AppleScript & RSS

I was wondering, is it possible to make a basic RSS reader in AppleScript? I looked around on the web, but I couldn’t find anything. All I want to do is have it display a list of the headlines from the feed, and link to it. Could anyone give me any help on how to do that. I’m not sure whether it matters, but the RSS version is 1.0. The website is www.controlbooth.com/backend.php. I don’t know any HTML, but I have friends who do, so I can get them to help me on that front, if necessary. Any help would be greatly appreciated.

This seems like it might be pretty easy to do if you employ the shell.

Try this in the Terminal:

curl http://www.controlbooth.com/backend.php

The above command will return your raw RSS data (in XML, I think).

You might then run that command through AS like so:

do shell script "curl [url=http://www.controlbooth.com/backend.php]http://www.controlbooth.com/backend.php"[/url]

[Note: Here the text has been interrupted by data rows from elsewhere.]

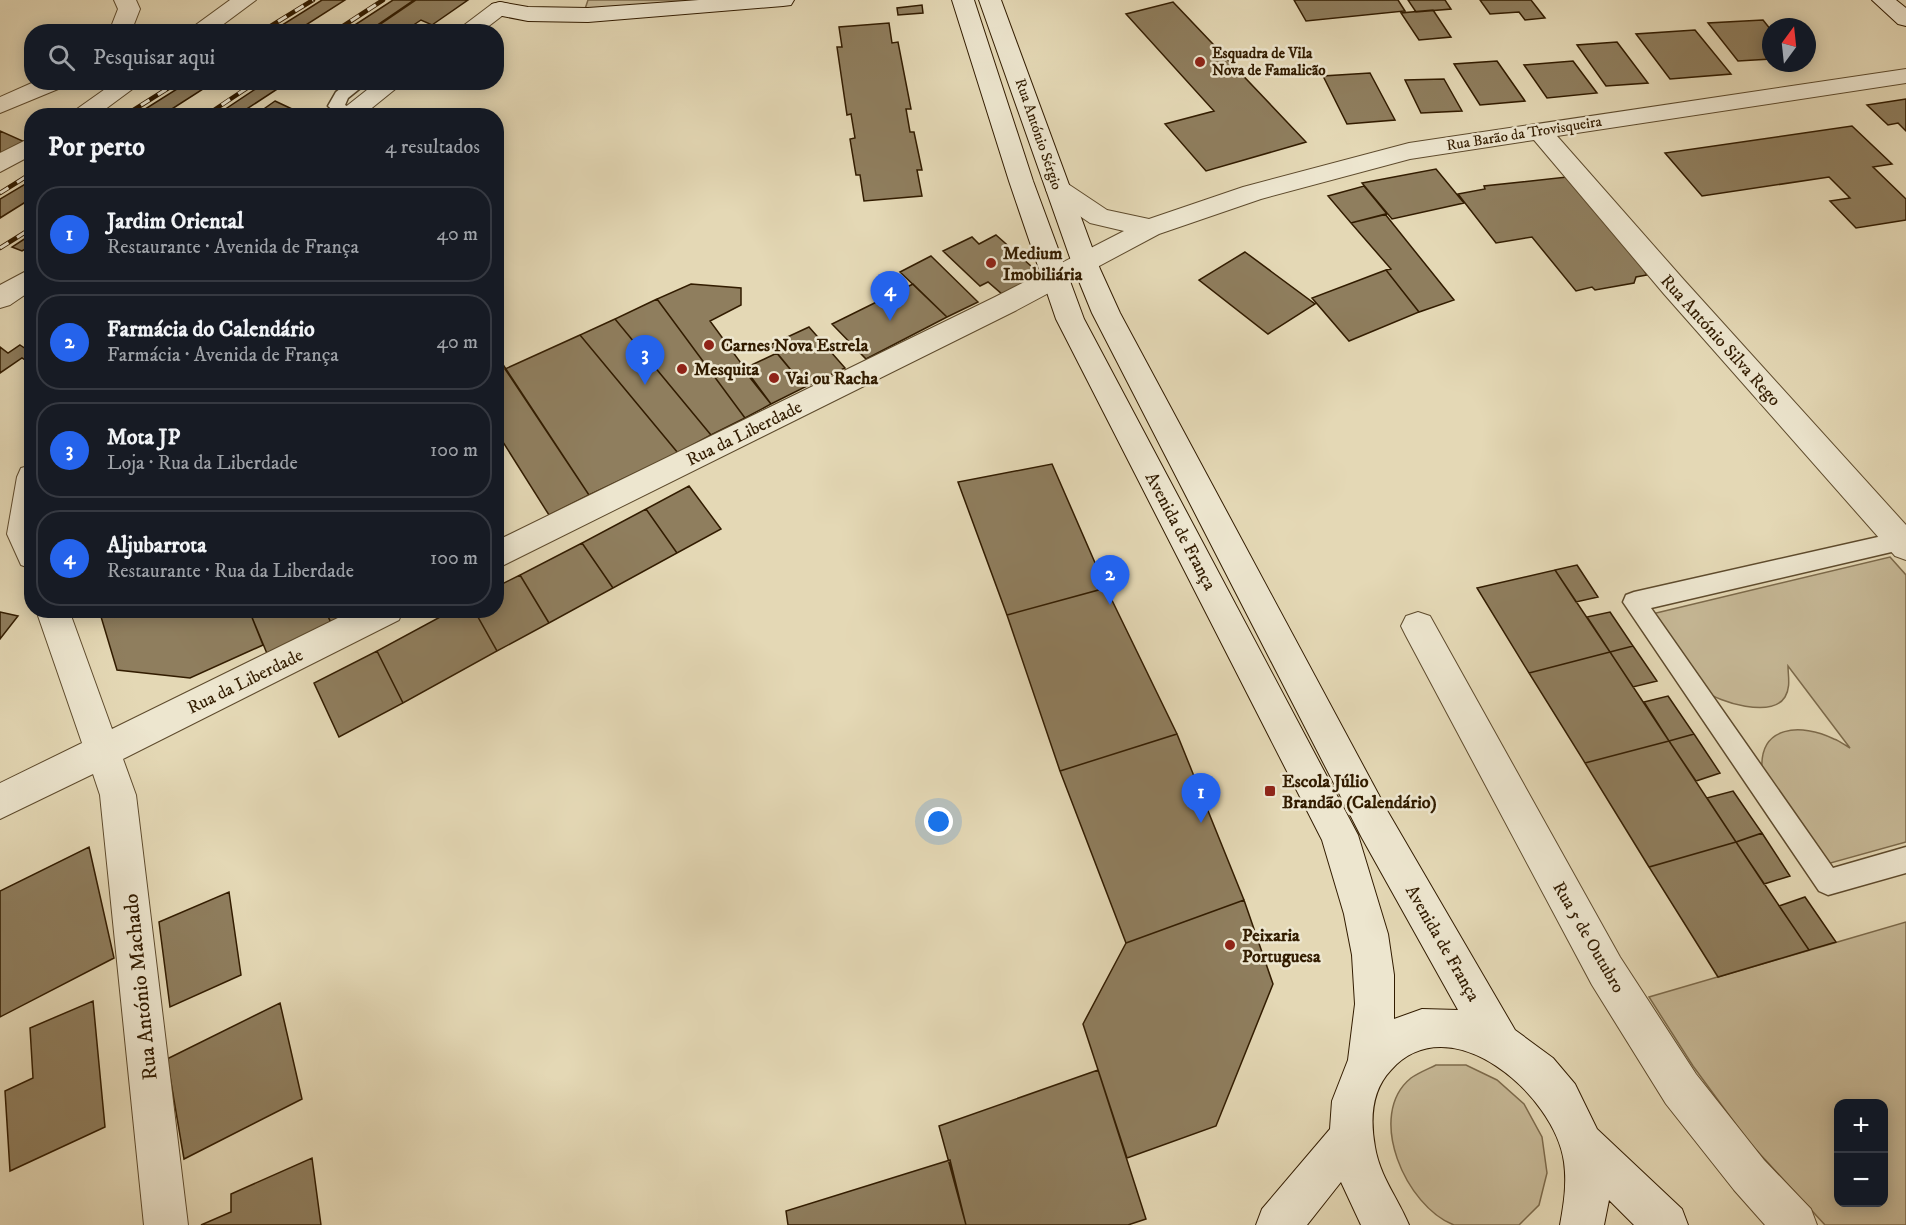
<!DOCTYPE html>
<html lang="pt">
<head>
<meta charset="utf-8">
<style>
	:root { --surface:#171b24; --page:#20242c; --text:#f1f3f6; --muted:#9ea1a6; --line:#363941; --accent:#2563eb }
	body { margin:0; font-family:"IM FELL DW Pica",serif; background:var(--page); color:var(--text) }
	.controls { position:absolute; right:18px; bottom:18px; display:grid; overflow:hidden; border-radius:12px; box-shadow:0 3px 15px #0003 }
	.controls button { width:54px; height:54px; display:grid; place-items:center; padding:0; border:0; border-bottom:2px solid var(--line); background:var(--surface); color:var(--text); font:30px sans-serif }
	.compass { position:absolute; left:1762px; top:18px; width:54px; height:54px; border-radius:50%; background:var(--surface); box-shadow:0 3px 15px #0003; rotate:15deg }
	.you { position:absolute; left:939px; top:822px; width:21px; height:21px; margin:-15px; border:4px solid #fff; border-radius:50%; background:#1a73e8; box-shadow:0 0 0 9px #1a73e833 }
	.badge { display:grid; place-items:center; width:39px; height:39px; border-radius:50%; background:var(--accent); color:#fff; font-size:20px; font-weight:700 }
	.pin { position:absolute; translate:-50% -50px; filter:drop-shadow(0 2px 3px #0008) }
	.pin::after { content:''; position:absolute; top:32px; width:21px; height:18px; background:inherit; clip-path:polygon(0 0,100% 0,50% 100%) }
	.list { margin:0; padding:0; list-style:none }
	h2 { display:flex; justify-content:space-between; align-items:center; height:78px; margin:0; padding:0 24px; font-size:26px }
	h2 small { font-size:20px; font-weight:400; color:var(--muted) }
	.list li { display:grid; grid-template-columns:39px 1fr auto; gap:18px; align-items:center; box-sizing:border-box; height:96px; margin:0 12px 12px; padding:0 12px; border:2px solid var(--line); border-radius:24px }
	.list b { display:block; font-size:22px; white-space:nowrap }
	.list p { margin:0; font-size:20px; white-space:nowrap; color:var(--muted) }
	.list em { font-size:20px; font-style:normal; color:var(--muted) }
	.icon { flex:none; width:33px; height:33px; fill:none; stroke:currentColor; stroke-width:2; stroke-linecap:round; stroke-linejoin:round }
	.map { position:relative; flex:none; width:1906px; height:1225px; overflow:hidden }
	.search { position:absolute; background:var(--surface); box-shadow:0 3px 15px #0003; left:24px; top:24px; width:480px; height:66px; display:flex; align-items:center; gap:15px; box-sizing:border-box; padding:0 21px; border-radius:24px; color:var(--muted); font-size:22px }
	.panel { position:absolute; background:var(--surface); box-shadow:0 3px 15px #0003; left:24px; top:108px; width:480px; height:510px; border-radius:24px }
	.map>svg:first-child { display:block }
	.green { fill:#c6b896; stroke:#7c6a4b; stroke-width:1.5; fill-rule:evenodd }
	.building { fill:#8f7e5e; stroke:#321c00; stroke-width:1.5 }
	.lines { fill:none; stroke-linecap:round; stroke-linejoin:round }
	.lane-casing { stroke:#5e4b2d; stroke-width:3 }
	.street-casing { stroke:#5e4b2d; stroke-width:2 }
	.secondary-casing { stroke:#321c00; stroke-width:2 }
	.lane { fill:#ede6cf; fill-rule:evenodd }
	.street { fill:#ede6cf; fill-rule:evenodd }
	.secondary { fill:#ede6cf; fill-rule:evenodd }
	.rail-casing { stroke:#321c00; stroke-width:4.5 }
	.rail { stroke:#ede6cf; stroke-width:3; stroke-dasharray:10; stroke-linecap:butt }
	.poi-dot { fill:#8f2418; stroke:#ede6cf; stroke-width:2 }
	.labels { text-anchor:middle; stroke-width:5; stroke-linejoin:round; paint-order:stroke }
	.far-poi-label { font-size:15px; font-weight:bold; fill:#321c00; stroke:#ede6cf; text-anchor:start }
	.far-street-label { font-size:15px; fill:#321c00; stroke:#ede6cf }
	.poi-label { font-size:18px; font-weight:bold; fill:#321c00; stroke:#ede6cf; text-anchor:start }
	.street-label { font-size:18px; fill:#321c00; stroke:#ede6cf }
	.near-street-label { font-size:21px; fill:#321c00; stroke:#ede6cf }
</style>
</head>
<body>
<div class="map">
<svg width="1906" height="1225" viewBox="0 0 1906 1225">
	<rect width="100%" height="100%" fill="#e4d8b5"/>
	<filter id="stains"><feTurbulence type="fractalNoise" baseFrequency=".00333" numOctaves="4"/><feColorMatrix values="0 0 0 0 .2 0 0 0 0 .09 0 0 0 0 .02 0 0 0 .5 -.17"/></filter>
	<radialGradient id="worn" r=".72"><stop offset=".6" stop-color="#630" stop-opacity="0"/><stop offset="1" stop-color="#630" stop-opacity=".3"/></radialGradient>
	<!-- green -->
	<path class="green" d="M588 0H729L585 9Z
		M1890 557 1906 575V842L1827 864 1762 770C1759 725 1801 723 1834 739 1840 741 1846 746 1850 748L1788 666C1788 676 1791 687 1785 697 1772 718 1719 703 1704 690 1690 677 1664 632 1652 614Z
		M1906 922V1225H1825L1748 1141 1693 1066 1649 997ZM1838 1104H1884V1202H1838Z
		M1436 1065H1466L1497 1080 1524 1104 1542 1137 1547 1173 1539 1205 1519 1225C1505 1225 1465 1225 1454 1225 1406 1207 1365 1115 1411 1078 1418 1073 1428 1069 1436 1065Z"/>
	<!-- building -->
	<path class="building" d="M322 0H345L295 32H271Z
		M393 0H414L367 32H344Z
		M416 0H468L432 25 421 20 406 30 408 32H369Z
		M1294 0H1398L1405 11 1306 21Z
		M1408 0H1445L1451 9 1416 12Z
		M1480 0H1531L1545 18 1525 20 1519 12 1490 14Z
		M1173 2 1306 142 1206 171 1165 124 1214 111 1126 14Z
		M922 5 923 13 898 15 897 8Z
		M1433 10 1451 37 1419 40 1401 13Z
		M1763 20 1771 30V59L1738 61 1708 23Z
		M889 23 892 43 898 42 911 109H906L910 132H914L922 170H917L922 196 864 201 860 175H856L850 139 855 138 851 114 847 115 837 47H842L839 27Z
		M1695 30 1731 74 1670 79 1636 34Z
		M1617 42 1648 83 1606 86 1577 45Z
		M1497 61 1525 101 1480 105 1454 64Z
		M1573 61 1597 93 1547 98 1524 65Z
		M1370 73 1395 120 1347 124 1323 76Z
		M1444 79 1462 111 1421 113 1405 80Z
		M188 82H214L161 116H134Z
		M266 82H288L236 116H215Z
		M1906 99V131L1898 123 1888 125 1867 105Z
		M275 101 307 116H254Z
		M1852 126 1892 164 1873 167 1906 199V220L1856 228 1830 201 1850 198 1829 177 1702 196 1665 153Z
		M0 131 25 142 0 158Z
		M1436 169 1464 203 1392 219 1362 183Z
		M1567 177 1646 268 1643 269 1647 275 1636 277 1634 283 1595 290 1592 287 1576 291 1532 237 1496 243 1458 194 1485 189 1484 186Z
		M32 180V198L0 218V199Z
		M1364 186 1387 214 1351 223 1328 196Z
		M1385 214 1454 300 1419 312 1386 270 1391 269 1351 223Z
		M32 234V245L22 251 12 247Z
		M996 235 1040 274 1002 294 988 282 980 286 943 251 972 237 979 244Z
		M1245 252 1315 304 1268 334 1199 280Z
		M931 256 978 302 947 317 900 272Z
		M1386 270 1419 312 1349 341 1312 298Z
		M691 284 741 288V305L710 321 771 404 745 418 657 299Z
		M913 284 947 317 866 359 832 324Z
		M657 299 745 418 711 435 615 319Z
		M615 319 711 435 678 453 580 335Z
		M809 327 845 368 805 387 770 345Z
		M580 335 678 453 589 495 505 369Z
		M20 345 32 353V360L28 362 22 358 0 373V347L8 353Z
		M777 353 805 387 771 404 743 369Z
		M498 357 589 495 549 515 496 431Z
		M1052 464 1106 588 1007 615 958 482Z
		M689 486 721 529 677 553 646 509Z
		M646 509 677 553 613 588 582 543Z
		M582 543 613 588 549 623 520 575Z
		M1577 565 1598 597 1576 602 1555 570Z
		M1555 570 1610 652 1529 673 1477 588Z
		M520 575 549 623 497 651 474 610H496V587Z
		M1106 588 1177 734 1060 771 1007 615Z
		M99 610H249L263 645 190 678 117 670Z
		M249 610H325L332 625 268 656Z
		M325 610H360L332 625Z
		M453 610H474L497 651 403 703 377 651Z
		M0 612 18 616 0 639Z
		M1610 612 1633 646 1610 652 1587 617Z
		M1633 646 1657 681 1633 687 1610 652Z
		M377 651 403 703 339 737 314 683Z
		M1610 652 1669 741 1585 763 1529 673Z
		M1668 696 1694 734 1669 741 1644 702Z
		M1177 734 1244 900 1126 943 1060 771Z
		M1694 734 1720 773 1696 781 1669 741Z
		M1669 741 1736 842 1649 867 1585 763Z
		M1733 791 1762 833 1736 842 1707 798Z
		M1762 833 1790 876 1764 884 1736 842Z
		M1736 842 1809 950 1718 977 1649 867Z
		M89 847 114 958 0 1017V891Z
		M229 892 241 975 170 1007 159 922Z
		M1805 897 1836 942 1809 950 1779 906Z
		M1244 900 1273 984 1216 1126 1127 1158 1083 1024 1126 943Z
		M93 1001 105 1127 10 1171 5 1091 33 1078 30 1028Z
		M280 1003 302 1099 184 1159 167 1059Z
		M1098 1070 1146 1219 1128 1225H966L939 1126Z
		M312 1158 321 1225H201L231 1212V1194Z
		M950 1160 966 1225H788L786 1211Z"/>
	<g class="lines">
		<defs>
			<path id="lane" d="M349 82H368L348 98 345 105 354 110 355 116H339L328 106 336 92Z
				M1900 532 1906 534V548L1900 550 1651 608 1833 868 1906 847V873L1828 895 1819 891 1623 602 1626 595 1634 592Z"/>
			<path id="street" d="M114 0H136L140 9 131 32H109L118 9Z
				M230 0H256L213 32H186Z
				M500 2 508 4 511 9 481 32H455L492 4Z
				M1906 69V83L1557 136 1684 280 1906 525V560L1895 556 1664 294 1534 140 1410 159 1261 199 1159 234 1015 311 496 569V541L995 297 1124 231 1090 223 1050 196 1046 190 1050 184 1059 182 1068 184 1107 210 1149 219 1243 187 1409 143Z
				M34 82H66L63 87 0 113V97Z
				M115 82H142L96 116H67Z
				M377 82H404L362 116H334Z
				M32 137V155L0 172V153Z
				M32 268V290L10 305 0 308V285Z
				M32 465V569L21 565 7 534 17 477 21 468Z
				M36 610H69L112 729 354 610H403L399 620 123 759 136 795 188 1225H144L100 795 93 774 0 819V783L82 743Z
				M1418 612 1430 616 1620 957 1696 1074 1764 1160 1811 1209 1817 1225H1765L1734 1190 1666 1104 1592 985 1406 636 1401 626 1406 616Z"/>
			<path id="secondary" d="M699 0H794L791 5 783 6 588 22 528 21 492 14 489 9 492 4 500 2 528 7 588 8Z
				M952 0H974L1033 181 1084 319 1358 835 1388 934 1394 975V1019L1422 1009 1458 1010 1362 838 1092 313 1074 269 979 0H1001L1100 269 1120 313 1388 812 1515 1030 1553 1058 1575 1084 1597 1129 1682 1209 1688 1225H1634L1609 1200 1604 1225H1560C1564 1203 1567 1184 1564 1162 1555 1095 1450 1004 1391 1070 1371 1091 1370 1119 1375 1147 1380 1177 1398 1198 1409 1225H1361L1341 1182 1307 1225H1256L1262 1209 1330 1129 1332 1101 1348 1060 1355 1004 1352 955 1344 914 1322 840 1056 319 1009 181Z
				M1872 0H1896L1906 8V26L1898 24Z"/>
		</defs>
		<!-- lane casing -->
		<use href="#lane" class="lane-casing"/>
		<!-- street casing -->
		<use href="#street" class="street-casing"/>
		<!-- secondary casing -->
		<use href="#secondary" class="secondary-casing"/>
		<!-- lane -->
		<use href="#lane" class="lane"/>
		<!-- street -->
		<use href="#street" class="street"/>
		<!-- secondary -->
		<use href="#secondary" class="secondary"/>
		<defs>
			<path id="rail" d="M261 32 313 0
				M334 32 383 0
				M124 116 178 82
				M205 116 256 82
				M0 193 32 173
				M0 248 32 228"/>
		</defs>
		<!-- rail casing -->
		<use href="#rail" class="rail-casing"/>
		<!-- rail -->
		<use href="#rail" class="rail"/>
	</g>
	<!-- markers -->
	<g class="poi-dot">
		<circle cx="1200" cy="62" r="6"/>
		<circle cx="991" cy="263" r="6"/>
		<circle cx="709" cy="345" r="6"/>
		<circle cx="682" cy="369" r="6"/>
		<circle cx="774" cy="378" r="6"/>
		<rect x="1264" y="785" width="12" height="12" rx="3"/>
		<circle cx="1230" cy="945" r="6"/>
	</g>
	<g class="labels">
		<!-- far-poi labels -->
		<g class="far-poi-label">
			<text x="1212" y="58">Esquadra de Vila<tspan x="1212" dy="17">Nova de Famalicão</tspan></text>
		</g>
		<!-- far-street labels -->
		<g class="far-street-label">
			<text transform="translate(1524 133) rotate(-9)" y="5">Rua Barão da Trovisqueira</text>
			<text transform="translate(1039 134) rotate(71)" y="5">Rua António Sérgio</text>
		</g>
		<!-- poi labels -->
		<g class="poi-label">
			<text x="1003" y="259">Medium<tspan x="1003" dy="21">Imobiliária</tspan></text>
			<text x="721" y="351">Carnes Nova Estrela</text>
			<text x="694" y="375">Mesquita</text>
			<text x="786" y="384">Vai ou Racha</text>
			<text x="1282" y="787">Escola Júlio<tspan x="1282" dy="21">Brandão (Calendário)</tspan></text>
			<text x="1242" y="941">Peixaria<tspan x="1242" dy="21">Portuguesa</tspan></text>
		</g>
		<!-- street labels -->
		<g class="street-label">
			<text transform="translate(1721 340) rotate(48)" y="6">Rua António Silva Rego</text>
			<text transform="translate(744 433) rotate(-26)" y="6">Rua da Liberdade</text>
			<text transform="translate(1181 531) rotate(62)" y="6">Avenida de França</text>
			<text transform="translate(245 681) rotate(-26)" y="6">Rua da Liberdade</text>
			<text transform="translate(1589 937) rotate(60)" y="6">Rua 5 de Outubro</text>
			<text transform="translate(1443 943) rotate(60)" y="6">Avenida de França</text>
		</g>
		<!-- near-street labels -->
		<g class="near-street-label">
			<text transform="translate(140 987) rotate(-96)" y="7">Rua António Machado</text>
		</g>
	</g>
	<rect width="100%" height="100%" filter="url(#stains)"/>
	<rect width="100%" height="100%" fill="url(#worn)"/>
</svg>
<div class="controls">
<button>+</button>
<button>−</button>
</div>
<svg class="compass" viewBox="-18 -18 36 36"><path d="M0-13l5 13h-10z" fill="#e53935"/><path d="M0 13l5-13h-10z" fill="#9ea1a6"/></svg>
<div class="you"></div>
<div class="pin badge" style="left:1201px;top:823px">1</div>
<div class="pin badge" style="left:1110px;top:605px">2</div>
<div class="pin badge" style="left:645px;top:385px">3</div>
<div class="pin badge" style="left:890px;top:321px">4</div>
<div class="search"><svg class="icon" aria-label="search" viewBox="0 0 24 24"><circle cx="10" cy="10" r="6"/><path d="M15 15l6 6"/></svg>Pesquisar aqui</div>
<section class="panel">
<h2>Por perto<small>4 resultados</small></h2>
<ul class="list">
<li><span class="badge">1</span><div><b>Jardim Oriental</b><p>Restaurante · Avenida de França</p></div><em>40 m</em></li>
<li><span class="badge">2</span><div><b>Farmácia do Calendário</b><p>Farmácia · Avenida de França</p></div><em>40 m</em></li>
<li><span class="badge">3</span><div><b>Mota JP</b><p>Loja · Rua da Liberdade</p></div><em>100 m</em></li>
<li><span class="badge">4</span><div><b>Aljubarrota</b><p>Restaurante · Rua da Liberdade</p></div><em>100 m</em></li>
</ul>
</section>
</div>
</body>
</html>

The structure is very easy to read. Once you get the result, it should be pretty easy to parse out each item individually for display in some way of your choosing…

But you’ll need a GUI builder like AppleScript Studio or FaceSpan (http://www.facespan.com/facespan/pagespeed/url//features4.0/) to display more than a fraction of that data via AppleScript.



If you only need to read the one feed you mentioned, then its easy to write something custom to display that feed. But if you're looking to be able to read multiple feeds, it becomes a bit more complex due to the varying structure of XML data in feeds from site to site. (I don't know much about XML save for what I'm seeing when I run CURL on a given feed.)

That complexity might lessen later on, as AStudio evolves. I can imagine that with the introduction of Safari's RSS savvy, the WebView object in Xcode might also become smarter as a result and make handling XML display a bit easier. <shrug> But that would be some time down the road, if at all.

Hope this helps.

Thanks, that’s great. What I was hoping to do was to make a status menu to display all of the new stuff. I know how to create a status menu (thanks to jonn8’s application) and I know how to dynamically add items to a menu. My sole problem is getting the menu items to go somewhere. I suppose I could just tell it to create a list by paragraph, and then create a further list from each paragraph to determine the title of the item and the link to point it to. It just seems to me that there must be an easier way to go about doing this. My main problem is that my Developer Tools don’t work for some reason or another, and I can’t download from Apple’s FTP server because I’m behind a firewall. So, I think I’ll have to find the CD that came with my computer. Any help with my division problem would be greatly appreciated.

You mention a couple of separate issues here.

Well, here’s what I might do.
At menu item creation time, I might set the as name of the menu item to the URL it should point to. Then, in the on choose menu item handler, pick up that URL from the name of theObject and use it to construct an applescript command like so:

open location "http://some.rss.url?blah"

then again, I don’t know if AS names in IB have a character limit, so that might not work.
You’d have alot more options if instead of a status menu item, you put all your data in, say, a floating utility window with a table. This would give you columns in which to store the headline title, the url it points to and even a short version of the headline’s description. You could then use the ‘on double click’ handler of the table as the jumping off action for the AS ‘open location’ command. Just another thought.

I’m not sure its as simple as a paragraph. Your headline object separation is done with tags, not returns. Tags like . You’ll need to parse using these tags as delimiters or something.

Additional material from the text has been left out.